▶ Exercise:
Using the lines below, work out the count of those that hold "bottom". Give the number only.

▶ Data extracts:
──────────────────────────────
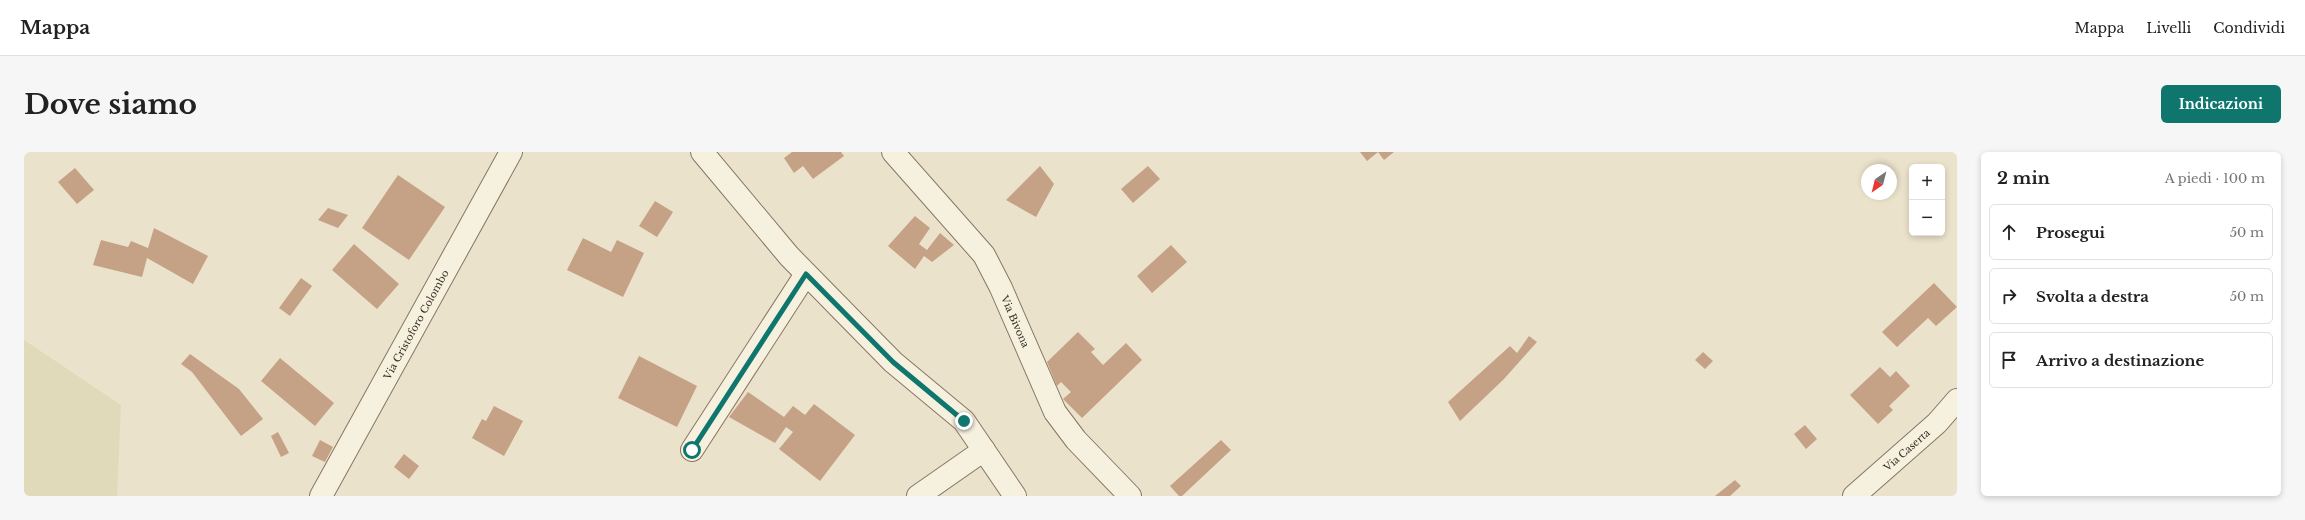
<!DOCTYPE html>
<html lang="it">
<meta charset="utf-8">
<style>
:root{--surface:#fff;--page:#f6f6f6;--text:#222;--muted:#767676;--line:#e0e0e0;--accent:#0f766e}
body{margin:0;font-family:"Libre Baskerville",serif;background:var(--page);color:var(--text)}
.controls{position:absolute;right:12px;top:12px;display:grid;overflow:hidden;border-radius:6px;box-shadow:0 2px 6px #0003}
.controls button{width:36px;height:36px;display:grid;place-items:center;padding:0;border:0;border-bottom:1px solid var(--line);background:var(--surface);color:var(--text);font:20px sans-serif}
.compass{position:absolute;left:1837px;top:12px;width:36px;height:36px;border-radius:50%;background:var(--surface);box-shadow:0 2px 6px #0003;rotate:215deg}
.stop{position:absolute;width:12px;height:12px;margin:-9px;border:3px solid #0f766e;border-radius:50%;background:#fff}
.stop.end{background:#0f766e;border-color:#fff;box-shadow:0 1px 4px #0008}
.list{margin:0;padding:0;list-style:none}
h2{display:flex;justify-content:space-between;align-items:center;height:52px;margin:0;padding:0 16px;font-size:17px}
h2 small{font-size:13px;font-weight:400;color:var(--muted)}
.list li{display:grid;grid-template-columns:26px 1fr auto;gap:12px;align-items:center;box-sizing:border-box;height:56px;margin:0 8px 8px;padding:0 8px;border:1px solid var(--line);border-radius:6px}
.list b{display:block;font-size:15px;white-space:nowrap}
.list em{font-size:13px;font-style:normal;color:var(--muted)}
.icon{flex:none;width:22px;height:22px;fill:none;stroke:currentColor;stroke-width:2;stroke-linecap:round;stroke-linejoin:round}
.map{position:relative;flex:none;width:1933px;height:344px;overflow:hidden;border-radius:6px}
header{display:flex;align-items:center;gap:24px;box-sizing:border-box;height:56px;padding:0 20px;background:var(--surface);border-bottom:1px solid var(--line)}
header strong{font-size:19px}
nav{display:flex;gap:22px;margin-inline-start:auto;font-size:14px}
.intro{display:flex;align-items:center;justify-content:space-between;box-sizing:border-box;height:96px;padding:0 24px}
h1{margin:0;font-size:28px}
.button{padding:10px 18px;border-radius:6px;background:var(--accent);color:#fff;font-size:14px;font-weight:700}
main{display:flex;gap:24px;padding:0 24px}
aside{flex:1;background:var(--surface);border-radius:6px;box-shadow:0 2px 6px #0003}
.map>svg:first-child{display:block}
</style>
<header>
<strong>Mappa</strong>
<nav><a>Mappa</a><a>Livelli</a><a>Condividi</a></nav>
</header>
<div class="intro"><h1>Dove siamo</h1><a class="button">Indicazioni</a></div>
<main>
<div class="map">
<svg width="1933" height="344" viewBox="0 0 1933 344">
<rect width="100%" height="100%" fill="#ebe2cc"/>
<!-- farmland -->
<path fill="#e0dabb" d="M0 188 97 253 93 344H0Z"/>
<!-- building -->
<path fill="#c5a186" d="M768 0H817L820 4 789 27 779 14 770 21 760 6Z
M1336 0H1370L1360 8 1354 0 1343 9Z
M1016 14 1030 32 1012 65 982 48Z
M1124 14 1136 27 1109 51 1097 37Z
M51 16 70 38 53 52 34 30Z
M374 23 421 55 385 108 338 76Z
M631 49 649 60 633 85 615 74Z
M304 56 324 63 314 76 294 68Z
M891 64 906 76 895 92 903 98 916 81 930 93 908 110 900 104 891 117 864 94Z
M130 76 184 104 169 132 123 106 118 125 69 113 77 88 104 95 107 89 124 96Z
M559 86 587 100 593 88 620 101 599 145 543 118Z
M330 92 375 132 353 157 308 118Z
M1147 93 1163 110 1128 141 1113 124Z
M277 126 288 134 266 164 255 156Z
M1910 131 1933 155 1912 174 1904 166 1873 195 1858 180Z
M1054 180 1071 197 1067 200 1079 213 1102 191 1118 208 1058 266 1039 247 1047 240 1037 230 1033 234 1023 210Z
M1505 184 1513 190 1480 227 1436 269 1424 250 1486 194 1493 201Z
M1679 200 1689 209 1681 217 1671 208Z
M166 202 215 237 239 267 217 284 168 220 157 212Z
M615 204 673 234 653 275 594 246Z
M256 206 310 251 291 274 237 229Z
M1856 215 1866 225 1872 219 1886 234 1865 254 1869 258 1854 272 1826 243Z
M724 240 760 265 769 254 781 263 790 252 831 283 796 329 755 297 769 280 762 275 751 291 705 265Z
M470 254 499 269 480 304 448 286 458 267 462 269Z
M1781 273 1793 287 1782 297 1770 282Z
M254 280 265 301 257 305 247 284Z
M296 288 309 295 301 310 288 304Z
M1197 288 1207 298 1158 344H1155L1146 334Z
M380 302 395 314 385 327 370 315Z
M1711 328 1717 334 1706 344H1691Z"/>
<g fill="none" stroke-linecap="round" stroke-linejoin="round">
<defs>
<g id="minor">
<path d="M678 0 765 104 869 210 940 269 991 344"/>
<path id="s1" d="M869 0 960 103 977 136 1031 260 1052 288 1106 344"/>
<path d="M668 298 782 122"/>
<path id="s2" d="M297 344 487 0"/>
<path d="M894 344 960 298"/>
<path id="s3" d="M1830 344 1913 271 1933 248"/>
</g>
</defs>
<!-- minor casing -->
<use href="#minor" stroke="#877662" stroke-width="24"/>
<!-- minor -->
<use href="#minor" stroke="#f6f0df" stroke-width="22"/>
</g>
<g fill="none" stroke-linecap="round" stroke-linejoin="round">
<!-- route -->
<path stroke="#0f766e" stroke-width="5" d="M668 298 782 122 869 210 940 269"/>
</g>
<g text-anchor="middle" stroke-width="3" stroke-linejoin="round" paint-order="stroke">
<!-- street labels -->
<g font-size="10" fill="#3a2e23" stroke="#f3ecdb">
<text dy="4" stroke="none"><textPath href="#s1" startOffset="211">Via Bivona</textPath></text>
<text dy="4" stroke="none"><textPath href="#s2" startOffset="196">Via Cristoforo Colombo</textPath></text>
<text dy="4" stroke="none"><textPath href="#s3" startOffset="70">Via Caserta</textPath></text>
</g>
</g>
</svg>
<div class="controls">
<button>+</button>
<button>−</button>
</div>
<svg class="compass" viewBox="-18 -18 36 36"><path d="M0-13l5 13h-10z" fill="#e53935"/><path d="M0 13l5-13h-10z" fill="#767676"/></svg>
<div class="stop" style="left:668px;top:298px"></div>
<div class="stop end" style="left:940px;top:269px"></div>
</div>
<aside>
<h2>2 min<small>A piedi · 100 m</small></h2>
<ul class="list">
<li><svg class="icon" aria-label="ahead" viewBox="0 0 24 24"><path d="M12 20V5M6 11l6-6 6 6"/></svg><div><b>Prosegui</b></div><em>50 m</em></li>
<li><svg class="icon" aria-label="right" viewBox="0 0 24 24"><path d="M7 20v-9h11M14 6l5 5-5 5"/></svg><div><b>Svolta a destra</b></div><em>50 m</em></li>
<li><svg class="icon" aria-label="arrive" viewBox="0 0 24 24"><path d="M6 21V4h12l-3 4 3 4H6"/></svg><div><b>Arrivo a destinazione</b></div></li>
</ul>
</aside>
</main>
──────────────────────────────
▶ Result of the task:
2